Haslam’s hasn’t stood still during the years. Hinst said in the 40 years he has been involved in the business the store has expanded from 5,000 to 11,000 square feet. He is convinced the future is bright.
“There is always going to be a need for the printed word,” he said. “In 1455 Gutenberg printed the first book, a version of the bible. So for 550 years we have had books. It is the way we’ve communicated, shared knowledge and emotion. We still think there is going to be a place for it.”
Helping celebrate the 80th anniversary is St. Petersburg Preservation, a group founded in the late 1970s and dedicated to preserving history in the city. The group’s president, Peter Belmont, says Haslam’s deserves some type of recognition.
“It really is one of those loved institutions in St. Petersburg,” he said. “We think bookstores are an important part of the community, lots of them have been lost. We’re lucky to have Haslam’s. 80 years is quite an accomplishment.”
Belmont says Haslam’s brings something special to the community.
“The buzzword that is used today is a ‘sense of place.’ Does your town or community have a sense of place? Is there something special about your town or is it just like everywhere else? Haslam’s brings us a sense of place. It brings together what is important in the community,” he said.
USF’s Arsenault says Haslam’s is actually a symbol of St. Petersburg as a whole.

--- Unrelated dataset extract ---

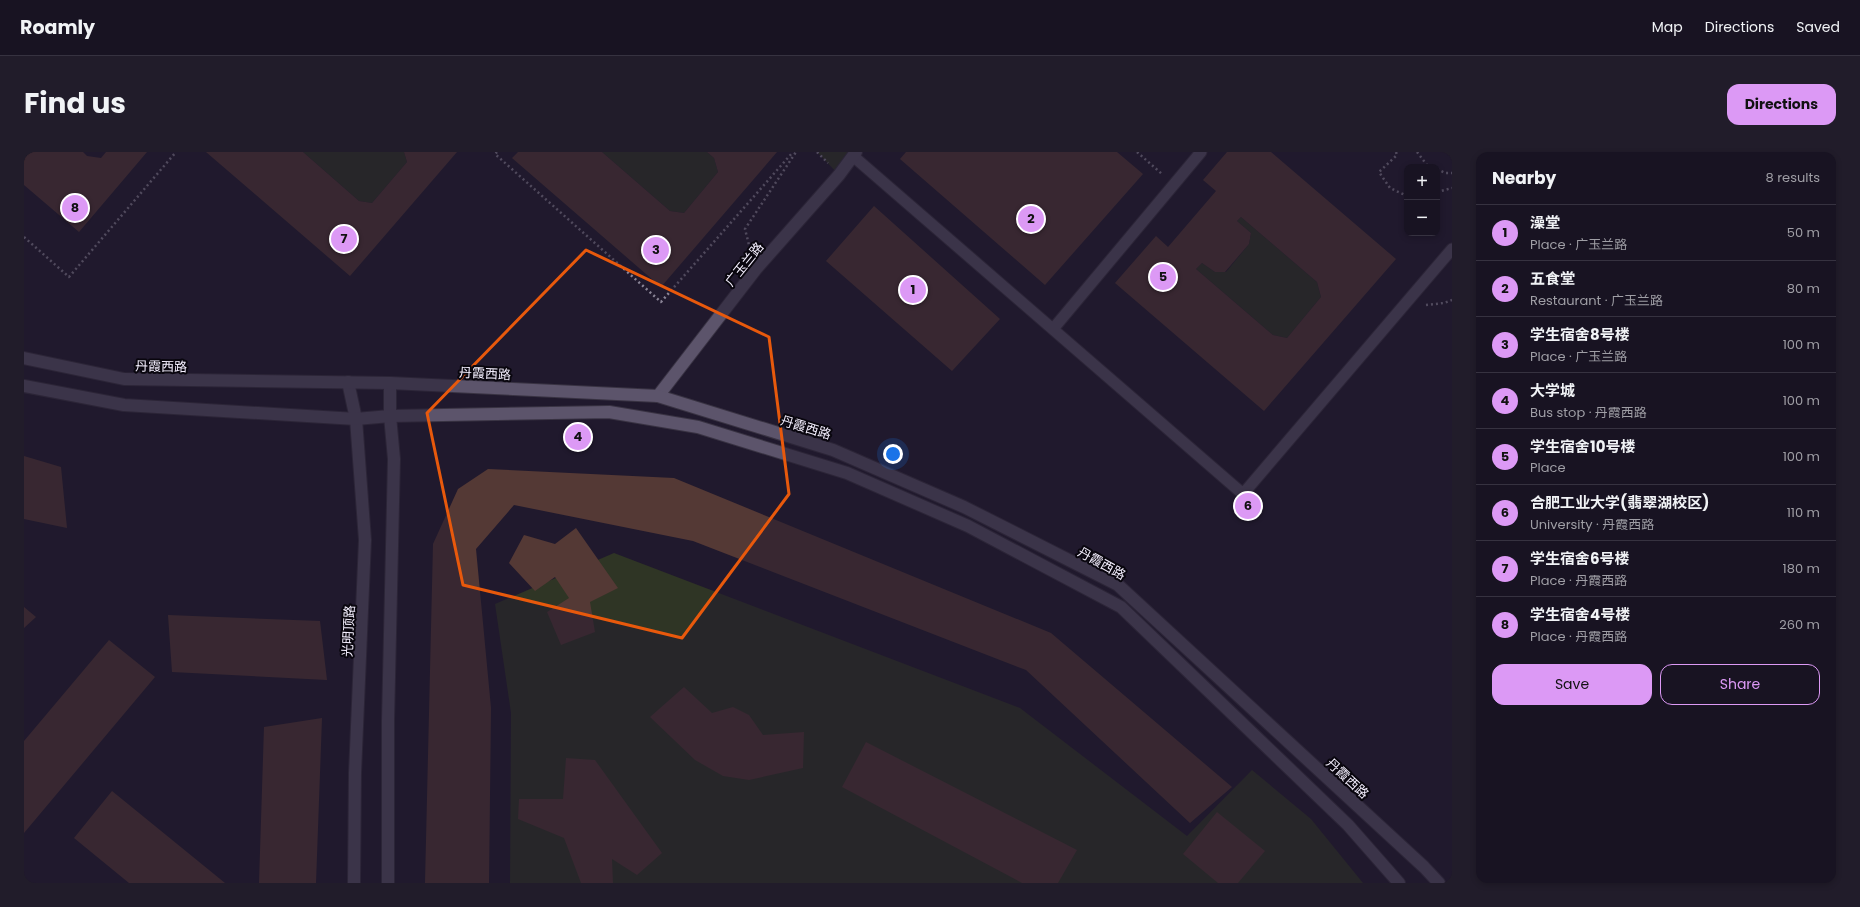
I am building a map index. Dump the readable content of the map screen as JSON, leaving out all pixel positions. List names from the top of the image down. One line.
{"streets":{"main road":["广玉兰路","丹霞西路","光明顶路"]},"crossings":[["广玉兰路","丹霞西路"],["丹霞西路","光明顶路"]],"page":{"header":"Roamly","nav":["Map","Directions","Saved"],"title":"Find us","buttons":["Directions",["Save","Share"]],"heading":["Nearby","8 results"],"map_buttons":["+","−"],"pins":["8","2","7","3","5","1","4","6"],"list":[{"mark":"1","name":"澡堂","note":"Place · 广玉兰路","value":"50 m"},{"mark":"2","name":"五食堂","note":"Restaurant · 广玉兰路","value":"80 m"},{"mark":"3","name":"学生宿舍8号楼","note":"Place · 广玉兰路","value":"100 m"},{"mark":"4","name":"大学城","note":"Bus stop · 丹霞西路","value":"100 m"},{"mark":"5","name":"学生宿舍10号楼","note":"Place","value":"100 m"},{"mark":"6","name":"合肥工业大学(翡翠湖校区)","note":"University · 丹霞西路","value":"110 m"},{"mark":"7","name":"学生宿舍6号楼","note":"Place · 丹霞西路","value":"180 m"},{"mark":"8","name":"学生宿舍4号楼","note":"Place · 丹霞西路","value":"260 m"}]}}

“St. Pete is a very stimulating and diverse place,” he said. “There are a lot of fascinating people here, people who are interested in new ideas and have a kind of civic pride and attachment to the city. St. Petersburg has a vital intellectual life. It is intellectually alive with the people here. It is one of the best kept secrets in the United States and Haslam’s is a symbol of that.”
It is not likely the symbol will be gone anytime soon. With yet another generation of the family already involved in the business Raymond Hinst says the family will soldier on, it takes its responsibility seriously.
“There is an element of a sacred trust in all this,” he said. “We kind of feel the weight of the years, it is not an unpleasant weight, it is an opportunity with a variety of aspects to it,” he said. “Having a family business endure that long has an obligation attached to it.”
Still, you don’t operate a bookstore for 80 years without having some feeling of the product, and Hinst made it clear he loves books, all books.
“New, used and rare,” he said. “We treat them all with equal dignity, from 10 cent paperbacks right on up.”